Я был там с женой, а она училась тогда на филфаке МГУ. И я ей сказал: «Давай я буду заниматься сепаратистами, а ты, дорогая, займись‑ка языками». И мы выяснили, что там 60–70 местных языков, подавляющее большинство из которых никто в мире за пределами Молуккских островов не знал, даже по названиям. Мы работали на строительстве, а на строительство приезжало много молодежи с окрестных островов. И мы стали этих деревенских ребят дергать, чтобы они нам заполняли словники. И в результате собрали материалы по 35–36 языкам, которые ранее никем не описывались, о каких‑то не было даже упоминаний, какие‑то были известны только по названиям.

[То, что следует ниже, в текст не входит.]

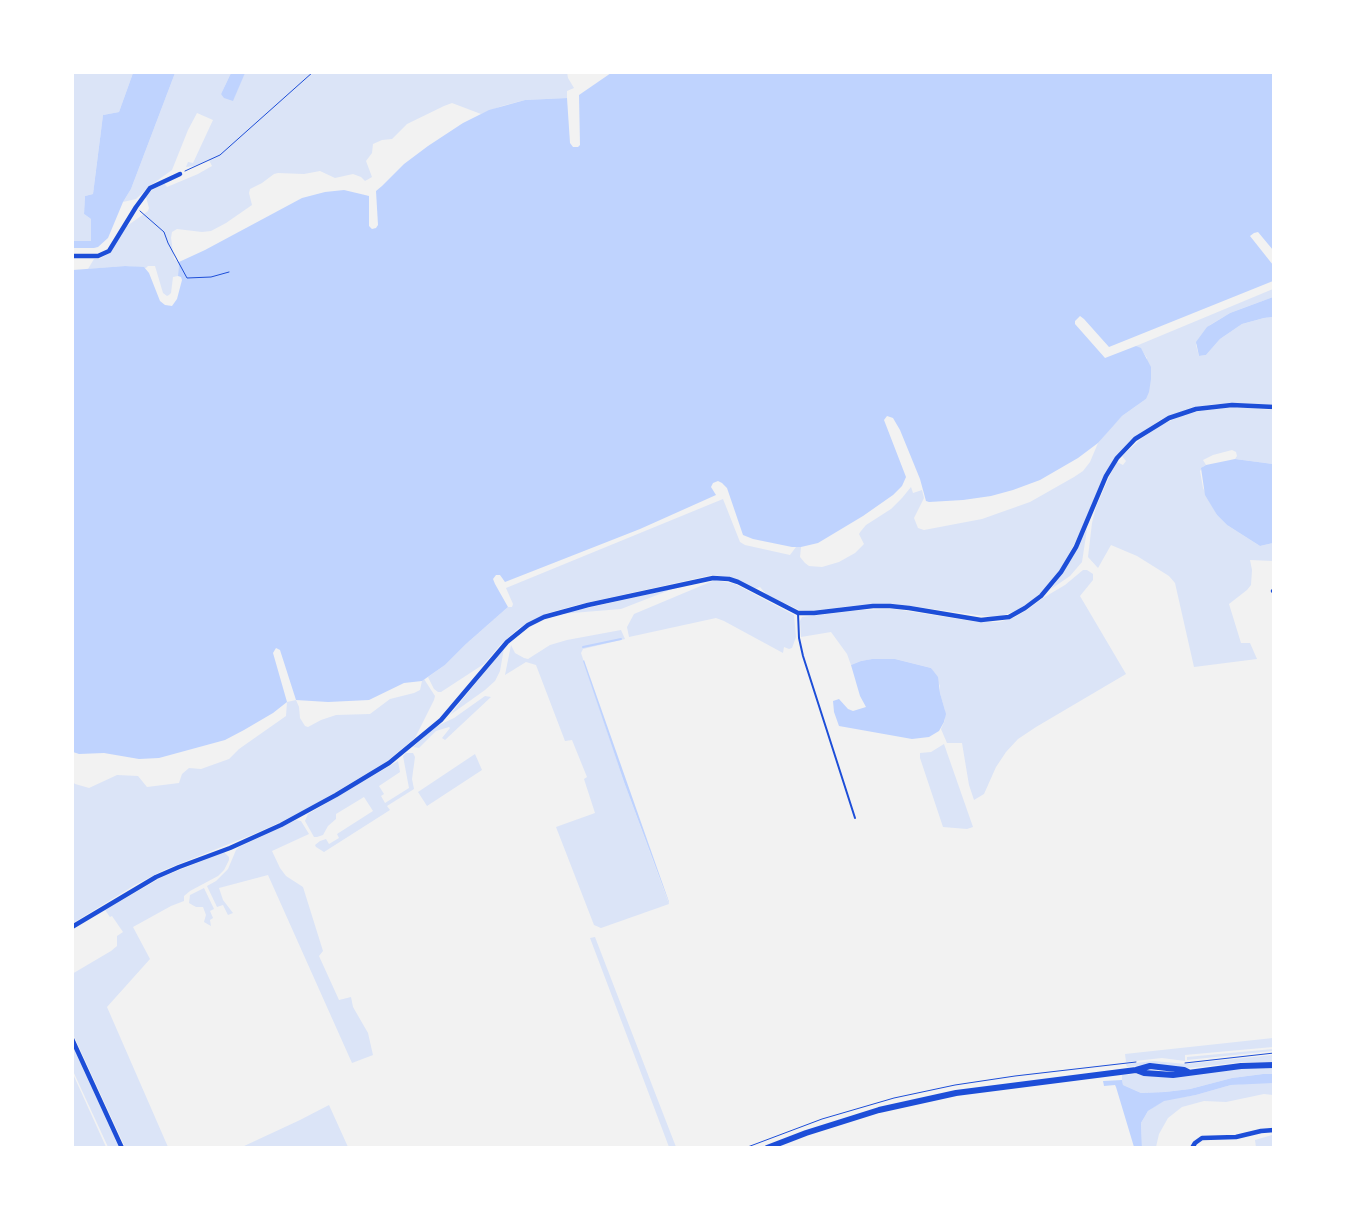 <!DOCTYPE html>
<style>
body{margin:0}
#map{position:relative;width:1346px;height:1220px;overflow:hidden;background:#f2f2f2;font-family:Barlow,sans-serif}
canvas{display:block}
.frame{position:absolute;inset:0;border:74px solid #fff;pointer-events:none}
</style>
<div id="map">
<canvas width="1346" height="1220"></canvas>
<div class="frame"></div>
</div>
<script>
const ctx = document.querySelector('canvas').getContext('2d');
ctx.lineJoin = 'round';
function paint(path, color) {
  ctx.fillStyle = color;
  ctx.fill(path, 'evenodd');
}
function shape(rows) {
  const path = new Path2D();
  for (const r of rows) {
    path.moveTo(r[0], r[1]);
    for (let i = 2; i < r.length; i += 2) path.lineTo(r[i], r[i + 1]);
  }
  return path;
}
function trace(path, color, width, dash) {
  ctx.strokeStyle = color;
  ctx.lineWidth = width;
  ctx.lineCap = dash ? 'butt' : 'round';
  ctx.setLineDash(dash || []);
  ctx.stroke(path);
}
paint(shape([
 [245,72,567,72,568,78,574,88,567,91,567,98,525,100,502,106,481,114,452,103,444,106,407,124,392,139,382,140,373,144,372,153,366,161,372,177,365,181,361,177,353,174,335,178,320,171,304,174,278,173,274,174,262,183,250,189,249,193,252,205,226,223,211,231,202,232,177,229,172,232,171,238,174,259,179,262,178,276,173,277,171,293,169,295,167,296,163,293,155,266,148,266,146,268,125,266,88,269,94,259,99,259,108,254,127,226,148,211,149,208,146,197,151,191,164,183,167,187,198,174,212,166,209,160,194,166,186,167,188,162,193,163,213,120,197,113,188,130,172,170,151,185,136,199,123,202,131,189,175,73,231,73,221,94,233,100],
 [73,73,133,73,119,112,103,115,93,194,85,196,84,214,91,219,91,242,73,241],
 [1273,289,1273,297,1230,313,1210,325,1196,345,1199,356,1206,355,1220,339,1242,324,1264,318,1273,317,1273,405,1216,404,1191,408,1162,419,1131,440,1114,459,1105,473,1081,531,1062,567,1048,586,1033,600,1018,610,1001,616,992,617,895,604,852,606,812,611,799,610,767,595,760,587,754,589,729,577,712,575,577,605,548,613,519,628,501,644,484,664,441,692,438,692,434,689,428,677,445,665,466,644,508,607,512,607,513,604,506,588,723,499,740,542,745,545,790,555,796,547,801,547,800,557,805,563,809,566,822,567,839,562,855,553,864,544,859,534,861,531,866,525,891,509,902,498,911,487,913,493,922,490,924,498,914,518,918,528,924,530,982,519,1030,502,1074,477,1083,471,1090,462,1098,443,1111,427,1122,416,1146,399,1147,358,1141,349,1136,346],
 [1235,407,1273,410,1273,464,1235,459,1237,456,1236,452,1232,450,1213,455,1203,460,1206,465,1204,466,1200,471,1203,488,1217,515,1227,525,1260,546,1273,543,1273,561,1250,560,1252,570,1251,585,1247,590,1229,604,1241,643,1250,643,1257,659,1194,667,1175,583,1169,576,1137,556,1111,545,1098,568,1088,557,1092,523,1096,507,1111,473,1117,462,1123,465,1126,461,1122,456,1142,438,1161,425,1181,416,1203,410],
 [1087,529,1082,562,1070,576,1051,589,1065,569],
 [1083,570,1087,570,1093,574,1093,580,1080,596,1126,674,1036,727,1018,739,1006,752,996,767,984,794,974,800,969,785,962,743,947,743,941,729,945,720,945,711,940,693,940,686,931,668,895,659,872,659,861,661,851,665,847,654,831,632,801,637,800,621,802,617,860,610,894,609,978,622,999,622,1015,617,1027,610,1043,598,1065,585],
 [715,580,735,584,794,615,796,637,792,648,789,649,784,647,783,653,724,621,716,618,629,637,627,627,634,614],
 [675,588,621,609,560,614,596,606],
 [621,630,625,639,583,649,581,653,624,782,669,904,601,928,594,925,556,827,595,813,584,779,587,777,572,740,565,741,536,665,526,662,505,675,511,645,515,653,524,658,528,659,550,645,567,640],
 [504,648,500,671,495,681,485,690,450,715],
 [424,679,435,696,434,700,415,738,386,762,319,802,281,822,254,834,164,870,135,885,73,923,73,782,75,784,89,788,117,775,138,776,147,787,179,783,182,774,189,768,201,769,229,759,239,749,286,716,287,702,296,700,299,707,300,718,305,726,308,727,321,720,336,715,370,714,390,699,414,693,420,690,422,681],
 [485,696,491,697,445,740,442,738,450,728,449,727,436,731,419,748,413,747,435,727,454,718],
 [944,744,973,827,967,829,943,827,920,758,920,753,931,752],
 [406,753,413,753,415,757,412,779,414,789,387,806,390,810,324,852,316,847,315,845,320,841,326,839,329,844,339,838,337,834,373,811,364,797,336,814,336,819,328,826,323,835,317,837,314,837,305,821,308,814,398,761,400,772,379,786,384,794,381,796,385,803,409,788,403,756],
 [475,754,482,770,427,806,418,792],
 [296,820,301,821,309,834,272,851,280,868,286,876,303,887,323,951,319,956,339,1000,351,997,353,1007,368,1033,373,1055,352,1063,268,875,219,888,223,900,233,913,228,915,223,905,217,907,207,886,216,881,228,869,236,850,239,847],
 [224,852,229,857,229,860,224,870,218,876,190,891,184,896,184,901,171,906,133,927,150,959,107,1007,168,1147,125,1147,73,1034,72,974,111,951,117,946,117,936,123,932,112,916,110,917,105,910,162,877],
 [204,888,214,909,210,911,213,918,210,920,211,926,204,922,206,915,203,907,196,907,189,903,190,895],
 [595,937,652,1085,676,1147,669,1147,590,938],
 [1273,1038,1273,1047,1185,1055,1185,1061,1162,1058,1126,1062,1125,1054],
 [72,1042,121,1147,108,1147,73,1071],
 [1273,1049,1273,1051,1187,1060,1187,1057],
 [1273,1055,1273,1062,1243,1062,1190,1068,1143,1065,1127,1067,1126,1064,1154,1061,1186,1064],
 [1249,1068,1274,1068,1273,1074,1263,1074,1232,1078,1190,1089,1165,1092,1141,1093,1123,1085,1122,1080,1122,1075,1135,1074,1161,1077],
 [73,1074,106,1147,73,1147],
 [1266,1082,1273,1083,1273,1095,1264,1094,1226,1102,1204,1101,1182,1107,1168,1118,1159,1134,1156,1147,1142,1147,1141,1123,1148,1111,1164,1100,1196,1095,1231,1085],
 [329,1105,348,1147,242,1147,300,1120],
 [1273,1133,1273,1144,1271,1147,1256,1147,1255,1140,1272,1135]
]), '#dbe4f7');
paint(shape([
 [133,73,175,73,131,189,123,202,108,238,98,247,94,248,73,248,73,241,91,241,91,219,84,214,85,196,93,194,103,115,119,112],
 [231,73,245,73,233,101,224,98,221,94],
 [611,73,1273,73,1273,250,1258,232,1254,233,1250,236,1273,265,1273,281,1109,347,1084,319,1080,316,1075,321,1075,324,1105,358,1136,346,1141,348,1151,367,1151,379,1149,392,1146,399,1122,416,1098,443,1078,458,1040,480,1013,490,991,496,963,500,929,502,926,501,920,479,900,430,893,418,887,416,884,420,906,477,902,486,893,495,863,516,818,543,801,547,792,547,753,539,743,535,727,488,722,483,718,481,713,483,711,487,716,495,640,529,505,582,500,575,496,575,493,579,495,584,508,607,466,644,445,665,422,681,404,683,369,700,328,702,296,700,280,650,276,648,273,653,287,702,273,713,244,730,225,740,159,758,139,759,104,753,79,754,73,752,73,270,125,266,144,267,149,273,160,301,165,305,172,306,177,299,182,280,181,277,178,276,179,262,205,250,302,198,325,192,344,190,365,195,369,196,369,226,372,229,376,228,378,225,376,191,382,186,404,164,428,146,463,123,489,110,525,100,567,98,570,143,573,147,578,147,580,145,579,95],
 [1273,297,1273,317,1264,318,1242,324,1220,339,1206,355,1199,356,1196,342,1207,327,1230,313],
 [1235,459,1273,464,1273,543,1260,546,1227,525,1217,515,1205,495,1201,468,1206,465],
 [872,659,895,659,931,668,938,677,940,693,946,714,944,722,939,731,929,737,912,739,839,726,834,712,833,701,839,699,848,709,853,711,866,707,860,696,851,665,861,661],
 [584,660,669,902,669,903,624,782,583,661],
 [1263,1074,1273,1074,1273,1083,1231,1085,1196,1095,1164,1101,1148,1111,1141,1123,1142,1148,1134,1147,1116,1087,1115,1085,1104,1086,1103,1081,1122,1080,1123,1085,1141,1093,1165,1092,1190,1089,1232,1078]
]), '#bfd3fe');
trace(shape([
 [583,647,621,639]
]), '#bfd3fe', 2);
trace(shape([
 [185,171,220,155,313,72],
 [140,211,164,232,168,243,187,278,211,277,229,272],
 [1185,1063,1274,1053],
 [685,1148,688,1148],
 [745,1148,822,1119,894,1098,955,1085,1015,1076,1136,1062]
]), '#1d4ed8', 1);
trace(shape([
 [798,613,799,638,803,656,855,818]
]), '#1d4ed8', 2);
trace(shape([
 [72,256,98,256,109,251,136,207,150,188,180,174],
 [1273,591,1274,592],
 [72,927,156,877,179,867,230,848,281,825,336,795,389,763,441,720,507,642,528,625,544,617,588,605,713,578,729,579,738,582,798,613,814,613,873,606,890,606,909,608,981,620,1009,617,1025,608,1041,596,1061,572,1076,547,1106,476,1117,458,1135,439,1169,418,1196,409,1232,405,1274,407],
 [72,1039,122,1148],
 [1192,1148,1195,1143,1202,1138,1236,1137,1261,1131,1274,1130]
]), '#1d4ed8', 4.5);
trace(shape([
 [1136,1070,1144,1073,1173,1075,1241,1066,1274,1065],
 [767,1148,806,1133,879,1110,956,1093,1136,1070,1150,1066,1184,1070,1188,1072]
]), '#1d4ed8', 6);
</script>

Кроме того, я наткнулся на очень интересный этнографический материал. Ведь рядом с островом Амбон, где жила эта вестернизированная элита, находились абсолютно первобытные острова. На двух из них мне даже удалось побывать. И выяснилось, что там сохранились совершенно удивительные вещи, например первобытные тайные мужские союзы — такое новогвинейское, меланезийское явление: сообщество мужчин, объединившееся с мистическими целями, проводящее всякие обряды, инициации, — и социальные структуры во многом на эти союзы опирались.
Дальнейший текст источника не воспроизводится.